→ Data:
********************
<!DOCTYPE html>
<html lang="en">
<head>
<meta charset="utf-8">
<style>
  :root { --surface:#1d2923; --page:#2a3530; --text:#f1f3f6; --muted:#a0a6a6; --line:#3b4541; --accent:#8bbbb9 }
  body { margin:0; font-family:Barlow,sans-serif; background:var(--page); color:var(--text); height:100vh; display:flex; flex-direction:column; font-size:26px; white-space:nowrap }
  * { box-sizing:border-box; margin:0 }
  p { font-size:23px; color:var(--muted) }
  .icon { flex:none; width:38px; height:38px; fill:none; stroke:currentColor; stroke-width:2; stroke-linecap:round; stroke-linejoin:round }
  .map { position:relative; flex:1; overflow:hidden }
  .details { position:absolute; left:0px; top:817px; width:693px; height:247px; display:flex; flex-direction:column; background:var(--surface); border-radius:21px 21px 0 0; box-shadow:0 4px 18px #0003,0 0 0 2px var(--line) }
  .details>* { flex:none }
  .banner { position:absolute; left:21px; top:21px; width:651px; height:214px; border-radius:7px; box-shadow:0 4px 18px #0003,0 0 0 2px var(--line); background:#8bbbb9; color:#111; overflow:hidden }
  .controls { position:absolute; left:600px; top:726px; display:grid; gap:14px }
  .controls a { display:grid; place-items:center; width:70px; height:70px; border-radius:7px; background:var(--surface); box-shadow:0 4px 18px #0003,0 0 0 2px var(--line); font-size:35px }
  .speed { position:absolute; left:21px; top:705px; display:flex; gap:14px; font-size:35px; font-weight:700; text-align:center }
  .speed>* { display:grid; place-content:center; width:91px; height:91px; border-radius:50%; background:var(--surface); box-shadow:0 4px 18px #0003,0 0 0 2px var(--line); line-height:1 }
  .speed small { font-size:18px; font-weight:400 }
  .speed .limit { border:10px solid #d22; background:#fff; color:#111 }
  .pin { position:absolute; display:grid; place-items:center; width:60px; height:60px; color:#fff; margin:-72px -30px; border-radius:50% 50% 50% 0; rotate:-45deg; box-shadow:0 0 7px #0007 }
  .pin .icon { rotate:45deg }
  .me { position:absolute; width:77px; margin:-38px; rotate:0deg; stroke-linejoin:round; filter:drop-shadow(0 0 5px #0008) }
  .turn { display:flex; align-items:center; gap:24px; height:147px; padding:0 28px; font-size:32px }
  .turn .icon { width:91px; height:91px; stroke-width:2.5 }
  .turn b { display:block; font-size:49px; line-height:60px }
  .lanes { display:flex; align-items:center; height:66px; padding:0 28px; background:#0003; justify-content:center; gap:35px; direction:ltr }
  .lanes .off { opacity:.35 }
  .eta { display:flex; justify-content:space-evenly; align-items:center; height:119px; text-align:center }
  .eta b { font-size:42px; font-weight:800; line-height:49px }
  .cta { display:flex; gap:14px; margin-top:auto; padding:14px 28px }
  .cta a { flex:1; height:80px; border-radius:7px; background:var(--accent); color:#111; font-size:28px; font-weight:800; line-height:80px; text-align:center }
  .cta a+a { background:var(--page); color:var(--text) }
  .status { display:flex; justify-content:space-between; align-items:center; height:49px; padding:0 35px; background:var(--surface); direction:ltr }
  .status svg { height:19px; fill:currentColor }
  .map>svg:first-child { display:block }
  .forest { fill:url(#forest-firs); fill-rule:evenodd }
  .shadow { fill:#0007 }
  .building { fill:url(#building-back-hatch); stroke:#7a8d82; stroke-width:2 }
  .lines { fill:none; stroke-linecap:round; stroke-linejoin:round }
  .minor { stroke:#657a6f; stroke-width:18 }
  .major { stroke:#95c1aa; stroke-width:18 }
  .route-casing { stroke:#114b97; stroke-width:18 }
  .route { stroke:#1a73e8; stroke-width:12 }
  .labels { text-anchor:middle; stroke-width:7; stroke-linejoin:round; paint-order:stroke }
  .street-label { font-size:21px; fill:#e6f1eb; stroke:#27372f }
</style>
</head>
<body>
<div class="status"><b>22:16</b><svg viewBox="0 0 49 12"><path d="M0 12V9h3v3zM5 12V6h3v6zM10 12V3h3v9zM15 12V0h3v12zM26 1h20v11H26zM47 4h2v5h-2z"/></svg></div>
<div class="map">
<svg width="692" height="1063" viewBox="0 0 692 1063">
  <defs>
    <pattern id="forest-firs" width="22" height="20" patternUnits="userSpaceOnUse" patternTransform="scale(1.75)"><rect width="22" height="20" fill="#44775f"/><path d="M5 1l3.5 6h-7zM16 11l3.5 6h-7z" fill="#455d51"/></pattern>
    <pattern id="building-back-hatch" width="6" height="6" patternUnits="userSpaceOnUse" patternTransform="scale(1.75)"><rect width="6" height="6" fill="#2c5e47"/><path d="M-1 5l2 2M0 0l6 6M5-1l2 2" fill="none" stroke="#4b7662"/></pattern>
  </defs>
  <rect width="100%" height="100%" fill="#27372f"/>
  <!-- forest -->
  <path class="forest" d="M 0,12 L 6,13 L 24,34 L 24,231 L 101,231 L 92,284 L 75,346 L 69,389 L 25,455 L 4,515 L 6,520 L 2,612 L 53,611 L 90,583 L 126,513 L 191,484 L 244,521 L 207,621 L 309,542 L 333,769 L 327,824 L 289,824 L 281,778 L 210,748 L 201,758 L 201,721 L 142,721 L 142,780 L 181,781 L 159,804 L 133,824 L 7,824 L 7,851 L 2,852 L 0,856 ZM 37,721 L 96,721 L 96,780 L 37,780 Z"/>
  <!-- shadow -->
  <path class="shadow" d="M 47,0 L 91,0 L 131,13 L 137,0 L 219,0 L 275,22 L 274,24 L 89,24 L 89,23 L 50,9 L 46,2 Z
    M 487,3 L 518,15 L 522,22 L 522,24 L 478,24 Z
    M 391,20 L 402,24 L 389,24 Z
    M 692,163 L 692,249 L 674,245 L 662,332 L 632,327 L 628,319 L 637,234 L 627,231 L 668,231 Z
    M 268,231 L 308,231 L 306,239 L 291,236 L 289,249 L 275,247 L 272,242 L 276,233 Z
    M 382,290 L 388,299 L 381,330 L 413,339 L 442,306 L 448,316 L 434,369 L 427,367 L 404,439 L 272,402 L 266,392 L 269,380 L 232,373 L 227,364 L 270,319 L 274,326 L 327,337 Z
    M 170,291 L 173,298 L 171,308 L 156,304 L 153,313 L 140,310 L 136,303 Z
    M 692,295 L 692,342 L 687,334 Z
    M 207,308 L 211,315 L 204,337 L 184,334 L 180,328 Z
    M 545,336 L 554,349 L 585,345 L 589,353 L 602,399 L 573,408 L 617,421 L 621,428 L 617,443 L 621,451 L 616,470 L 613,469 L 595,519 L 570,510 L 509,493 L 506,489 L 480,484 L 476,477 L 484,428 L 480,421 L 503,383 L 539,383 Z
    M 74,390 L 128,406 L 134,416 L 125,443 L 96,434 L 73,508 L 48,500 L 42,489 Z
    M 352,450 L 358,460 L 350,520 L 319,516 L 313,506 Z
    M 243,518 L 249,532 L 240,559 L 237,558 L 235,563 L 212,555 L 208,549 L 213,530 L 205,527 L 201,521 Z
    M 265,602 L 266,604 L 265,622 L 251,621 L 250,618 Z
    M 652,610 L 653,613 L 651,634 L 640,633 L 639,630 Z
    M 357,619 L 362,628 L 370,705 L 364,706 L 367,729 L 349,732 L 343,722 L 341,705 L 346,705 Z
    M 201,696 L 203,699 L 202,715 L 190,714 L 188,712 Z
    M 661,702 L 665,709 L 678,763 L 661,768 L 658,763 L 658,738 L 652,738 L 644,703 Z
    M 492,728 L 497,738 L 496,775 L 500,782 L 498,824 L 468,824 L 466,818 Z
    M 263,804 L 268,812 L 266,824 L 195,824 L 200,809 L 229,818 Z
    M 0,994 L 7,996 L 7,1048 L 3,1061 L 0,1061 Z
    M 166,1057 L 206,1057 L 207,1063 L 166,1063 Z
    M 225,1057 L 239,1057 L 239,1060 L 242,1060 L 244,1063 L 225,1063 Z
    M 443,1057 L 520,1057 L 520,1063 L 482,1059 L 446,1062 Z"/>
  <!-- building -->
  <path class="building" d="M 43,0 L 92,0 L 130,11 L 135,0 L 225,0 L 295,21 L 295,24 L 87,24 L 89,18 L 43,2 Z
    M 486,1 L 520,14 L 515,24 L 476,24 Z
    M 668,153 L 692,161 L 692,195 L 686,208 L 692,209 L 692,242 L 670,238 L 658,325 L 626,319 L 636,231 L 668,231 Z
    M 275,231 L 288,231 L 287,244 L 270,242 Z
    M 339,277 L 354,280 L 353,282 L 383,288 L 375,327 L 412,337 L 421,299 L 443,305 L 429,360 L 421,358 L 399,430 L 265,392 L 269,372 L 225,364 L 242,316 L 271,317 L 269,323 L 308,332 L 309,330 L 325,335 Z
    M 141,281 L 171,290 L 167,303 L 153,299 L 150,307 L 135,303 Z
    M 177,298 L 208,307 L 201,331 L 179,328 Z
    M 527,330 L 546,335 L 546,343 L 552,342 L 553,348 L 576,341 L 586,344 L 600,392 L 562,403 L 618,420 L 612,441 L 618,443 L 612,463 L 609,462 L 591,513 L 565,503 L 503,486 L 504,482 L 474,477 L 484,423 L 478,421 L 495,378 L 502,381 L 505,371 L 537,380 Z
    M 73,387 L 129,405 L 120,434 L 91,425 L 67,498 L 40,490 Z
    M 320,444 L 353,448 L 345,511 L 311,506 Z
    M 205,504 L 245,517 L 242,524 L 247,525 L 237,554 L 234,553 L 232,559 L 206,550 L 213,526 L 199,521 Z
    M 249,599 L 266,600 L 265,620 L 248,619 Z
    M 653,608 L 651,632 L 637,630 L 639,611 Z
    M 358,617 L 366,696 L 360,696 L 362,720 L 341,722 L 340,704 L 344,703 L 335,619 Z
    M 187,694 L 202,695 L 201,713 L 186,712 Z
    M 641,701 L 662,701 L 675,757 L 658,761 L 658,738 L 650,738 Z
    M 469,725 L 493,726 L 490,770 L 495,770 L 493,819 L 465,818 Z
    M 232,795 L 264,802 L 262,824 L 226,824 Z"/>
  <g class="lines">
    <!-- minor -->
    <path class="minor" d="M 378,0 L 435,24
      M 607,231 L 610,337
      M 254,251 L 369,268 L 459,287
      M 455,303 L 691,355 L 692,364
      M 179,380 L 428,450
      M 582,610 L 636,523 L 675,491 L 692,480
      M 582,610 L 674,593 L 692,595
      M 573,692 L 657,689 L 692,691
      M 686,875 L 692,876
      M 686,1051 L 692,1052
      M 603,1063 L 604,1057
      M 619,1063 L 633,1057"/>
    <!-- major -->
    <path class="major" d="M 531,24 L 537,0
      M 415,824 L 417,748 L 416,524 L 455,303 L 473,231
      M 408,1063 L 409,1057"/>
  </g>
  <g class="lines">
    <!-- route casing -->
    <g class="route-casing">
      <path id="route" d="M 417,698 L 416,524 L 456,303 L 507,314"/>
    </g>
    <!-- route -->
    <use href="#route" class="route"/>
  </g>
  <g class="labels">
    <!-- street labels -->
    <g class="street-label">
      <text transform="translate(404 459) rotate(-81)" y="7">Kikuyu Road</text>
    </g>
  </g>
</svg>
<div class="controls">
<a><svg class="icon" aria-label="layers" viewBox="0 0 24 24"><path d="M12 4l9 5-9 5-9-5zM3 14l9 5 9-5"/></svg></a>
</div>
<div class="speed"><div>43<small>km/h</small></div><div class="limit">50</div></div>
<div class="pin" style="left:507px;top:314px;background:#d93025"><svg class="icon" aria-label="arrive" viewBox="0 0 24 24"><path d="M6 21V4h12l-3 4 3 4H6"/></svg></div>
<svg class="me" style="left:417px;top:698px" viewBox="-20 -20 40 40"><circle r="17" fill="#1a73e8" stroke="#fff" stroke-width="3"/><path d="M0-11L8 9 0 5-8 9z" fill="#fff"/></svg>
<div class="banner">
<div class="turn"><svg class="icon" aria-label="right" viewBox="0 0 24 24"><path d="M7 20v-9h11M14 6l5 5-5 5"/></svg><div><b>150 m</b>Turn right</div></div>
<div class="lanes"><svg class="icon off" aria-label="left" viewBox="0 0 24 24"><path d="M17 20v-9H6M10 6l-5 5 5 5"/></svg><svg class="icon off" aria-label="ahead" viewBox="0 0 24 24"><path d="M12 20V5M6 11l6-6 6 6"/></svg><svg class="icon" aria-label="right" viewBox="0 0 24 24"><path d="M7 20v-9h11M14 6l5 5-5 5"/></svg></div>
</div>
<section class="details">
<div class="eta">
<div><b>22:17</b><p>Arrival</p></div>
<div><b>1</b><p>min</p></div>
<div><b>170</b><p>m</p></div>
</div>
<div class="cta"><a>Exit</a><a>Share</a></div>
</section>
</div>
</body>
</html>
********************
→ What you should do: Repeat, word for word, the lines above between the line holding "M 358,617 L" and the line holding "M 455,303 L 691,355 L 692,364", inclusive; omit everything else.

→ Answer to this task:
    M 358,617 L 366,696 L 360,696 L 362,720 L 341,722 L 340,704 L 344,703 L 335,619 Z
    M 187,694 L 202,695 L 201,713 L 186,712 Z
    M 641,701 L 662,701 L 675,757 L 658,761 L 658,738 L 650,738 Z
    M 469,725 L 493,726 L 490,770 L 495,770 L 493,819 L 465,818 Z
    M 232,795 L 264,802 L 262,824 L 226,824 Z"/>
  <g class="lines">
    <!-- minor -->
    <path class="minor" d="M 378,0 L 435,24
      M 607,231 L 610,337
      M 254,251 L 369,268 L 459,287
      M 455,303 L 691,355 L 692,364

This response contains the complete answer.